Dark Void Hands-On Impressions
January 8th, 2010 | Written by Andrew Giese | Topic: PC, PlayStation 3, Previews, Xbox 360
Airtight Games and Capcom are taking a huge risk making a game that revolves around Aerial Combat. We all know how the Superman series has worked out. On the flip side, there are many games that do get flying right. We hope Dark Void is going to be one of the latter.
The demo started us out with a quick cutscene that provided absolutely no background to the story minus how the protagonist finds his ubiquitous rocket pack. For those that want the background, here’s the quick and dirty: You play as William Grey, a pilot who crash lands in the Bermuda Triangle that teleports him to a parallel universe where a maleficent alien race known as the Watchers has invaded Earth. You don’t plan on allowing that.
Coming from one who has played very little of flying games in the past, I was considerably cautious in my approach to the demo. While I love platformers, I also love “up” always being “up” and “down” always being “down”. The demo quickly informed me via trial by fire that this isn’t always the case. While I indeed crashed and burned into the rocky mountainside more than once, in a couple minutes I had a bit of a grip on the controls. They are surprisingly intuitive, like it felt right to fly this way, and upon closer inspection the developers have gone to great lengths to accomplish this.
While you have little-to-no control shortly after takeoff as Grey is still recovering from the initial rocket boost, afterwards is much easier. The left joystick controls which direction you go along fairly familiar axes. You basically live or die by this joystick. The right joystick controls yaw, which affects which direction is your arbitrary “up”. You basically just die by this joystick (although more experienced fliers will find it extremely useful for performing any sort of useful flying maneuver).
Additionally, your character will subtly roll back into the traditional “up” and “down” when you’re not turning as a way to level out. On top of this, a handy radar is provided that tells you where enemies and whether they’re above or below you, and if that isn’t enough you can hit the left bumper (Xbox 360) to lock the camera on the nearest enemy. Clicking in the right thumbstick and moving it in tandem with the left allows you to perform basic barrel rolls and U-turns to avoid incoming fire.
The graphics are provided Unreal technology, so they are unsurprisingly adequate.
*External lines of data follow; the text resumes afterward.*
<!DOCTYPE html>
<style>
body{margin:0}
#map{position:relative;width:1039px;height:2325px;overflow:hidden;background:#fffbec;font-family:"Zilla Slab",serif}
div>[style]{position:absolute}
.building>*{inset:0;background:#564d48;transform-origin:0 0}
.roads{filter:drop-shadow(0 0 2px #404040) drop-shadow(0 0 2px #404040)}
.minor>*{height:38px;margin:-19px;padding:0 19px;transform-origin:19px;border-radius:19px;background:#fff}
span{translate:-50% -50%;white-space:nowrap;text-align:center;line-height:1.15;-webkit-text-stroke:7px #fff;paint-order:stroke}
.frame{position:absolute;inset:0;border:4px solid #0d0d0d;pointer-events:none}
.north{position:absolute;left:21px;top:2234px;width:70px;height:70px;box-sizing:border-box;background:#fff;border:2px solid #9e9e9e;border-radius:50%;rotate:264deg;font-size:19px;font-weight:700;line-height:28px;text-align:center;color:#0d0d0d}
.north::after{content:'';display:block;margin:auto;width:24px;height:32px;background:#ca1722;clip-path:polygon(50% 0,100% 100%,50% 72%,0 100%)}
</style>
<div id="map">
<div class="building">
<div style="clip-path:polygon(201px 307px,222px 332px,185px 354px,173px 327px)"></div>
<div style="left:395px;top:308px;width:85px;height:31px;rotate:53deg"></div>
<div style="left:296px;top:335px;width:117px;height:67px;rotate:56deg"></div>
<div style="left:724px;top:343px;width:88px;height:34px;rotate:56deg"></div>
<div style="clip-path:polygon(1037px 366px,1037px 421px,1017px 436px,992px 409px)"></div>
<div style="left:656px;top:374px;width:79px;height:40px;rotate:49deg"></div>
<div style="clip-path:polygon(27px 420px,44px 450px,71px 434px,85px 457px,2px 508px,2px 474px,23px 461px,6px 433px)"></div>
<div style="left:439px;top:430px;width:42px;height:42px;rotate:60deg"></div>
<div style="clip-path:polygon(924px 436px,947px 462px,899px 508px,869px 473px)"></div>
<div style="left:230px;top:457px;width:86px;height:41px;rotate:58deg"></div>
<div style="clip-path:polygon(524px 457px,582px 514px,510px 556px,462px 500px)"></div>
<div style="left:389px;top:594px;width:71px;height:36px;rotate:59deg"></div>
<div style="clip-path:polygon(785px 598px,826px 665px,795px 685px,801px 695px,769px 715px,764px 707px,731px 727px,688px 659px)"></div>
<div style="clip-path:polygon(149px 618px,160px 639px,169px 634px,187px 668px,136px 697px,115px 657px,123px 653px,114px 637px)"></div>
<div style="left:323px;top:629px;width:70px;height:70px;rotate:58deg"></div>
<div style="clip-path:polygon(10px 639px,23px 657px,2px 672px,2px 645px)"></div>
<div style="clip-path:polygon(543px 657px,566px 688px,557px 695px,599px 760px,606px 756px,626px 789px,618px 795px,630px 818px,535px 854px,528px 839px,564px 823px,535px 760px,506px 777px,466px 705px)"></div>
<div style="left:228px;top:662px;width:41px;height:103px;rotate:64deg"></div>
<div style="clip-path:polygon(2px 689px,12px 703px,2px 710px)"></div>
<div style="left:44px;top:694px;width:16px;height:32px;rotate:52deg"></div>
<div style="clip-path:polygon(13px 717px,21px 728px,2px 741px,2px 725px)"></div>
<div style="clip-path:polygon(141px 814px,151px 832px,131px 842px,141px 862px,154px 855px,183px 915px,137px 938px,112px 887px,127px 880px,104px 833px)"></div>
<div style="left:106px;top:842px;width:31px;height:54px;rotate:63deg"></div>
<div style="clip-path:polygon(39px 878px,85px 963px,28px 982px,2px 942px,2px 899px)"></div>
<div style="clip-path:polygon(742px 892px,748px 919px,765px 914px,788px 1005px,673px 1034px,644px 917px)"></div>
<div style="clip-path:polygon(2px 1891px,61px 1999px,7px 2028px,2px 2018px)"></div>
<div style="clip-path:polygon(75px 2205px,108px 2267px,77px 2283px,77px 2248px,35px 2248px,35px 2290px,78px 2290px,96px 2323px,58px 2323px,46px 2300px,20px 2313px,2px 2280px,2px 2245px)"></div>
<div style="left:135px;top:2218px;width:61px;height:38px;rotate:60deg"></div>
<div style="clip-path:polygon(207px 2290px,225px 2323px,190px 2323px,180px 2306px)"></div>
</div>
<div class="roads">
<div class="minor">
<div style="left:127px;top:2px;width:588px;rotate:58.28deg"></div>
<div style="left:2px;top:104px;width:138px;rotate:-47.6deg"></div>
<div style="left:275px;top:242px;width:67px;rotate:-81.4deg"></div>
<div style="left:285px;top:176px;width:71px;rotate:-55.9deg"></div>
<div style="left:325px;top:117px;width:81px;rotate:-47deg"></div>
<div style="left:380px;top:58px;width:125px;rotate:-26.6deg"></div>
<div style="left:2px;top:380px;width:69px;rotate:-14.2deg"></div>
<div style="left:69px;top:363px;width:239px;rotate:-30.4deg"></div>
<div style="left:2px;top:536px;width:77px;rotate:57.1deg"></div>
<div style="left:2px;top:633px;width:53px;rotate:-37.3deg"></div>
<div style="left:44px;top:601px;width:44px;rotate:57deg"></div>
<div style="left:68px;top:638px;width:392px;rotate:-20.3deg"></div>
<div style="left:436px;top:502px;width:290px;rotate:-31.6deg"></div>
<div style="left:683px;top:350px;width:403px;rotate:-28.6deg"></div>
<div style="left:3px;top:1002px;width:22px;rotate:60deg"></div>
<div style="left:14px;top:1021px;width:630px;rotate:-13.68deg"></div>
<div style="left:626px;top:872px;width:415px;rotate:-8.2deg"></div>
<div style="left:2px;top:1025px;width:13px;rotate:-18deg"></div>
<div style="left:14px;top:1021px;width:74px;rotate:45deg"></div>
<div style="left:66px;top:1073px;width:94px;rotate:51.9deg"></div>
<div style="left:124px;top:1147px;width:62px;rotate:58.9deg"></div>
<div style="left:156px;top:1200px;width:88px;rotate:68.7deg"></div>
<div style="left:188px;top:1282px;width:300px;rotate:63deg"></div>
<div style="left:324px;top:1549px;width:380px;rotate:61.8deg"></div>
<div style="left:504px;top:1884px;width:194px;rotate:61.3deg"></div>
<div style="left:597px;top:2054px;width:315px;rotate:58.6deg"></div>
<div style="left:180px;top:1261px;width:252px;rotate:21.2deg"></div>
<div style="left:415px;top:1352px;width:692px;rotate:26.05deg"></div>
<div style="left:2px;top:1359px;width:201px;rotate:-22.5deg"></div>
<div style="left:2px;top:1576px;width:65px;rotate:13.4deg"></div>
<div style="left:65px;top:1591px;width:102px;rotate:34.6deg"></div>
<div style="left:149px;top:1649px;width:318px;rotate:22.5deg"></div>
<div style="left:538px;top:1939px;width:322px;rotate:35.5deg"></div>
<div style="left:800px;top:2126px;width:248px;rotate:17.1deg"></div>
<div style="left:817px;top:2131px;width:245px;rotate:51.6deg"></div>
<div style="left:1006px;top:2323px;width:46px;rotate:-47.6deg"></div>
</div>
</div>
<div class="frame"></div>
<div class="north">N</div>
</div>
They could stand to be more detailed, but as most of the demo revolved around flying around, most everything is motion-blurred anyway.
If there’s any glaringly obvious problem with the demo, it’s with enemy AI. While the A.I. is pretty good when it’s near you, enemies can be wildly inaccurate from even a moderate distance, and don’t seem to recognize all barriers to their gunfire. One enemy Watcher was even shooting at us although it was underneath the hard steel surface on another floor. Another Watcher was relentless firing at us from behind cover without correcting its aim to avoid the cover, giving us easy pickings at its head.
The most fun we had was when we hi-jacked an enemy ship. That is, we landed on it, maneuvered our way around the ship to avoid its gunfire, and pried off some assumedly important control panel before the enemy inside came out and battled us. After it was vanquished, we hopped in the pilot’s chair and proceeded to mop up. We hope you’ll be able to do this with other vehicles throughout the story.
Another thing we got a taste of was weaponry. While you start with a standard machine gun, you can pick up alien guns like a plasma rifle and rocket launcher of sorts. As we’re dealing with Alien weapons here, the developers have a chance to show off how creative they can be. Finally, there’s a skeleton of a cover system that allows Grey to crouch behind boxes and walls, and lean against door entrances. It generally gets the job done, although movement from cover to cover could certainly be improved via something like the rodeo run in Gears of War.
Overall, Dark Void appears to be a game we might actually enjoy when it releases its full version on the 360, PS3 and PC this January 19th. The flying controls are tight and easy-to-learn, and while the story appears to be trite the combat is promising. We do hope some of the AI problems are mopped up in the final build, but overall Dark Void shows promise.